Information given: Begin

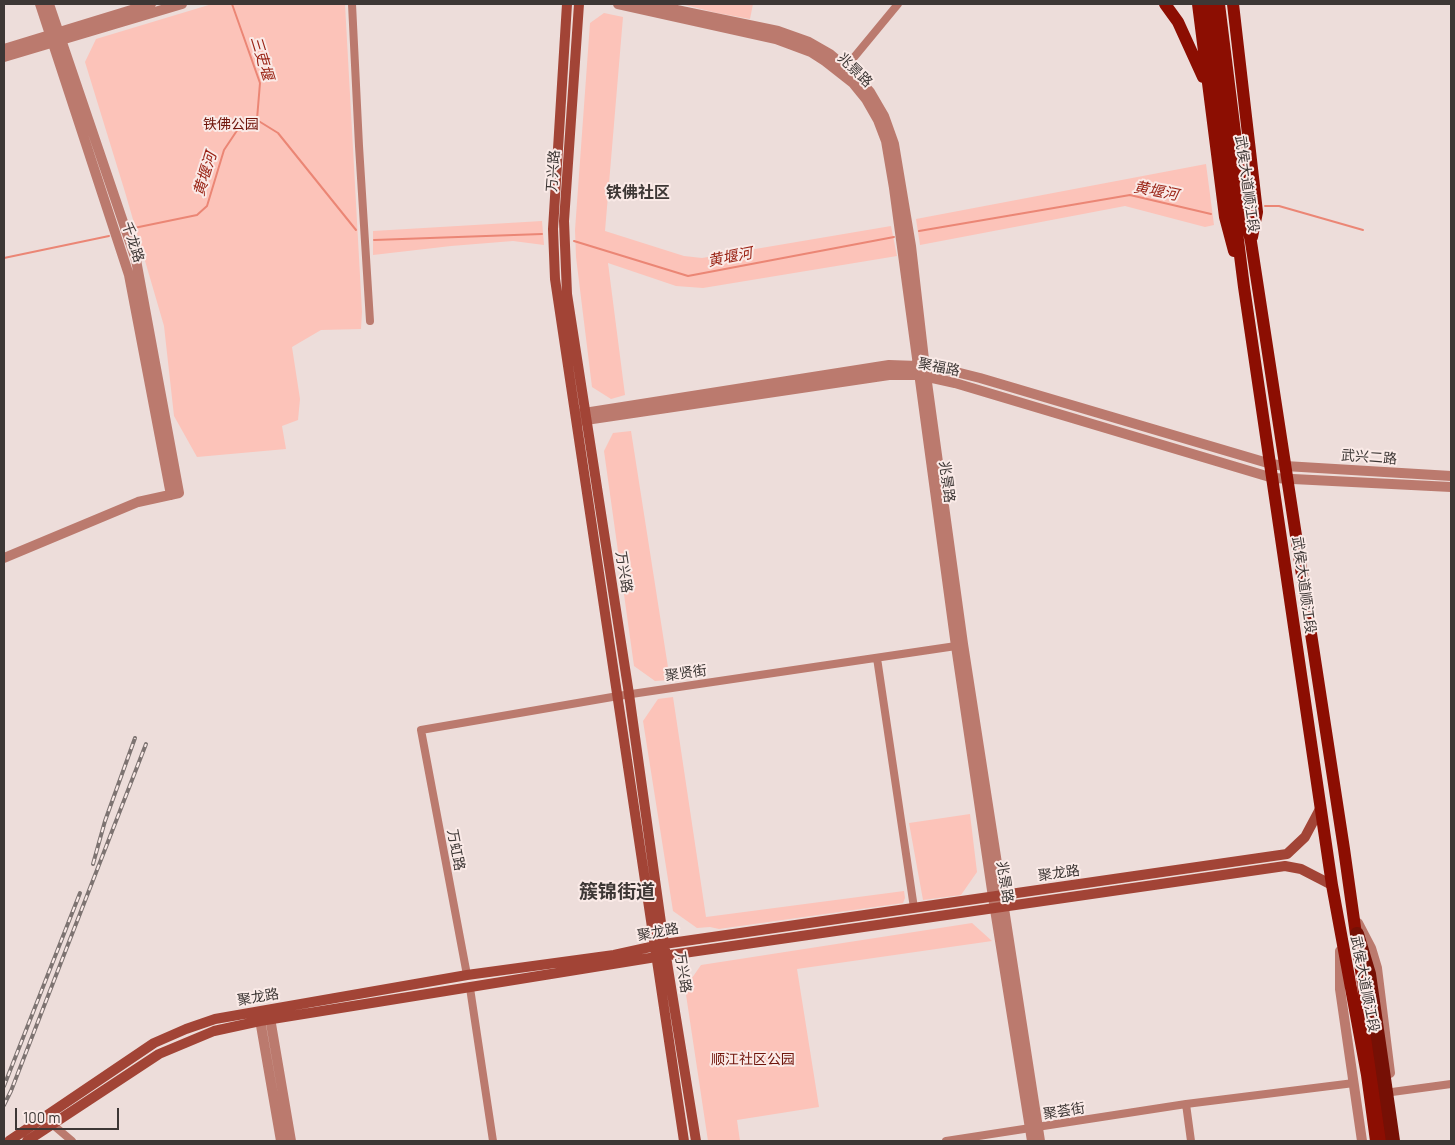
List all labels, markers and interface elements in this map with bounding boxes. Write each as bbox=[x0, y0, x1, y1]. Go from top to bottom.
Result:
water label: 三吏堰 bbox=[247, 34, 277, 82]
street label: 兆景路 bbox=[834, 49, 876, 91]
park label: 铁佛公园 bbox=[203, 116, 259, 132]
street label: 武侯大道顺江段 bbox=[1232, 134, 1262, 234]
street label: 万兴路 bbox=[543, 149, 563, 193]
water label: 黄堰河 bbox=[190, 150, 220, 198]
water label: 黄堰河 bbox=[1132, 178, 1180, 204]
district label: 铁佛社区 bbox=[606, 183, 670, 203]
street label: 千龙路 bbox=[119, 219, 147, 265]
water label: 黄堰河 bbox=[706, 244, 754, 270]
street label: 聚福路 bbox=[917, 355, 961, 379]
street label: 武兴二路 bbox=[1340, 447, 1398, 467]
street label: 兆景路 bbox=[936, 460, 958, 504]
street label: 武侯大道顺江段 bbox=[1289, 535, 1319, 635]
street label: 万兴路 bbox=[612, 550, 636, 594]
street label: 聚贤街 bbox=[664, 662, 708, 684]
street label: 万虹路 bbox=[444, 828, 468, 872]
street label: 兆景路 bbox=[993, 860, 1017, 904]
street label: 聚龙路 bbox=[1037, 862, 1081, 884]
district label: 簇锦街道 bbox=[579, 881, 655, 903]
street label: 聚龙路 bbox=[636, 920, 680, 944]
street label: 武侯大道顺江段 bbox=[1347, 934, 1383, 1034]
street label: 万兴路 bbox=[671, 950, 695, 994]
street label: 聚龙路 bbox=[236, 985, 280, 1009]
park label: 顺江社区公园 bbox=[711, 1051, 795, 1067]
scale bar bbox=[18, 1098, 121, 1130]
street label: 聚荟街 bbox=[1042, 1099, 1086, 1123]
text: 100 m bbox=[23, 1108, 61, 1126]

Information given: End

- [Action item] Out of the records above, pull the lines that include the word "武侯大道顺江段".

- [Result of this task]
street label: 武侯大道顺江段 bbox=[1232, 134, 1262, 234]
street label: 武侯大道顺江段 bbox=[1289, 535, 1319, 635]
street label: 武侯大道顺江段 bbox=[1347, 934, 1383, 1034]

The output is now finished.